What is HSCT?
According to the National Multiple Sclerosis Society,
“HSCT (Hematopoietic Stem Cell Transplantation) attempts to “reboot” the immune system, which is responsible for damaging the brain and spinal cord in MS. In HSCT for MS, hematopoietic (blood cell-producing) stem cells, which are derived from a person’s own (“autologous”) bone marrow or blood, are collected and stored, and the rest of the individual’s immune cells are depleted by chemotherapy. Then the stored hematopoietic stem cells are reintroduced to the body. The new stem cells migrate to the bone marrow and over time produce new white blood cells. Eventually they repopulate the body with immune cells. The goal of aHSCT is to reset the immune system and stop the inflammation that contributes to active relapsing MS.”
HSCT was originally developed as a treatment for blood cancers like leukemia and lymphoma. The first recorded use of this treatment was as early as 1957. The process has been refined over time, pioneered by Fred Hutchinson Cancer Research Center, here in Seattle, and John Hopkins.
There are two distinct categories of this treatment, allogenic (stem cells from a donor) and autologous (your own stem cells). Allogenic HSCT is more complicated because a patient requires immune suppressive medication to prevent them from rejecting the foreign cells like you would if you had an organ transplant. This is called “graft versus host disease (GVHD)”. Autologous transplants don’t, by nature, have this issue though occasionally one could develop a “pseudo-GVHD”. HSCT for MS uses the autologous process.

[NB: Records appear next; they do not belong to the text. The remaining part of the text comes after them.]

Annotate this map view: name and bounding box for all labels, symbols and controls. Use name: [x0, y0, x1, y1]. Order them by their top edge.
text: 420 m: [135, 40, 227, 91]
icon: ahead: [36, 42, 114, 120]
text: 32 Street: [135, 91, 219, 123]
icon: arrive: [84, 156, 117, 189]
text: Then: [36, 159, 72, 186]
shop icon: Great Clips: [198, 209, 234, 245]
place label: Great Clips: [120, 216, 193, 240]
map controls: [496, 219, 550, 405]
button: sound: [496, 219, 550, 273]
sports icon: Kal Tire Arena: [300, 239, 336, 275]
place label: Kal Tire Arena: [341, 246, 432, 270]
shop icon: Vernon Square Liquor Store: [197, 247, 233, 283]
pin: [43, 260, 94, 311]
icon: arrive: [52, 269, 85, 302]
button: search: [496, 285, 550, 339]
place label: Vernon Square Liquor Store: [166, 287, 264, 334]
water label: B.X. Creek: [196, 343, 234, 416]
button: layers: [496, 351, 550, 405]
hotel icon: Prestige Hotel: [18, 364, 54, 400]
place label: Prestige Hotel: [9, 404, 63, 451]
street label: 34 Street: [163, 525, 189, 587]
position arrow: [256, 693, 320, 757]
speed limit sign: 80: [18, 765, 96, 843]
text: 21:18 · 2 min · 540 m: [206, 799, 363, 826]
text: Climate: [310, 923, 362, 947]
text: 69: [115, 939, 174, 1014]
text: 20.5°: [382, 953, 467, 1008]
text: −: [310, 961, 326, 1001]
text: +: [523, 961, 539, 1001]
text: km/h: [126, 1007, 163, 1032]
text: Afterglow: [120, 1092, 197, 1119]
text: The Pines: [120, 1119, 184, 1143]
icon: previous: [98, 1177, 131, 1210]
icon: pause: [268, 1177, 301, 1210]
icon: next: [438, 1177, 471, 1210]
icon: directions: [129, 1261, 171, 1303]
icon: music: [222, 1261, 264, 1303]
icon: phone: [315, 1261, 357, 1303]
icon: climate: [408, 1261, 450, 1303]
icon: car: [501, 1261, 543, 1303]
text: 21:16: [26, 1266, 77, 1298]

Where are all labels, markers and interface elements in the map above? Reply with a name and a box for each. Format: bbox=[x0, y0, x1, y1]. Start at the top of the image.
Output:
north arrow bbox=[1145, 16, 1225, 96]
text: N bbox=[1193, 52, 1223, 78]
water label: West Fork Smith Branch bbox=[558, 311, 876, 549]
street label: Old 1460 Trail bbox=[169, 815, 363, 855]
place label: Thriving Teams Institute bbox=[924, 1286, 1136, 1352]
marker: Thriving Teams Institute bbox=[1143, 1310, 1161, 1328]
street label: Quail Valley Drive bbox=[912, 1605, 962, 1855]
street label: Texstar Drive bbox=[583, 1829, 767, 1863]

Over time, the use of HSCT has branched out into other types of diseases, including some autoimmune issues such as multiple sclerosis. You can read more about this history here.

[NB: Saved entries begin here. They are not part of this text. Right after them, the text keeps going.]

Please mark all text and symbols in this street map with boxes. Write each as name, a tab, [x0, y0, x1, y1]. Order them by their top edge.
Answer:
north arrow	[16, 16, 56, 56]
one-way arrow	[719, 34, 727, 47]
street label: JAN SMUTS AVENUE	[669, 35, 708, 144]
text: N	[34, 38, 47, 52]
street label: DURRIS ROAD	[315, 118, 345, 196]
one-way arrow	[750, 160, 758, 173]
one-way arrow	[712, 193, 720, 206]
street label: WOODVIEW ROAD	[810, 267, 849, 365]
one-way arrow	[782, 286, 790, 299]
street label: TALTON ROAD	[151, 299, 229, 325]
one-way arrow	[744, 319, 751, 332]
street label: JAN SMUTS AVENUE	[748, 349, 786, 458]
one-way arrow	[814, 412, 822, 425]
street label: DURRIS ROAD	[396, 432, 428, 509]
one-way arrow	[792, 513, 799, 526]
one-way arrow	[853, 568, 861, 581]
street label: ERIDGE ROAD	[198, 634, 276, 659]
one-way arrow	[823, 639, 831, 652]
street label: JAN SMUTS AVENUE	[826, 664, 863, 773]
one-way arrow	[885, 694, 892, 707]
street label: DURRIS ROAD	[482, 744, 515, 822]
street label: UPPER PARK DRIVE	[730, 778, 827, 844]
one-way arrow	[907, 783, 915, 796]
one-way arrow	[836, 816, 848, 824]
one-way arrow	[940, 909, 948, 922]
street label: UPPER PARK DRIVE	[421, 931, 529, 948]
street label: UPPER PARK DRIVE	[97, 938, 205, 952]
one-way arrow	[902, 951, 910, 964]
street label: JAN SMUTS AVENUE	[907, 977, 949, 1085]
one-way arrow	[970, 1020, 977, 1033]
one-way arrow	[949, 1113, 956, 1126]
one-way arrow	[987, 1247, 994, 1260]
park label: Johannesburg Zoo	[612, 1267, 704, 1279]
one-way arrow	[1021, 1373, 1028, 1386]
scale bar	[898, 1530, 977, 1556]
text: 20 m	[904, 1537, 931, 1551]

In 1997 a patient undergoing transplant for chronic myelogenous leukemia also had MS. As a side effect of this treatment, it was discovered that his MS progression and activity had halted. That was the start of research into using this treatment for MS.
Since that first patient there have been many research trials around the world. As I had mentioned in my MS story, I had first bumped into it while working through the Seattle Cancer Care Alliance where I spent a week at UW Medical Center where a patient with MS was part of medical rounds for individuals undergoing HSCT. Canada, the UK, Israel, Italy, Russia, Mexico, and of course the US (among many others) have been working to make this treatment more effective and more safe.
It is still in clinical trials in this country, though many centers will offer this “off trial” to people with MS who meet very strict criteria. Dr. Burt at Northwestern University just published results from a very significant study known as the “MIST Trial” and around the country right now, with one site in the United Kingdom, there is a trial known as “BEAT-MS” that is recruiting participants. As it turns out my neurologist is one of the principal investigators at the Fred Hutchinson Cancer Research Center site for this trial.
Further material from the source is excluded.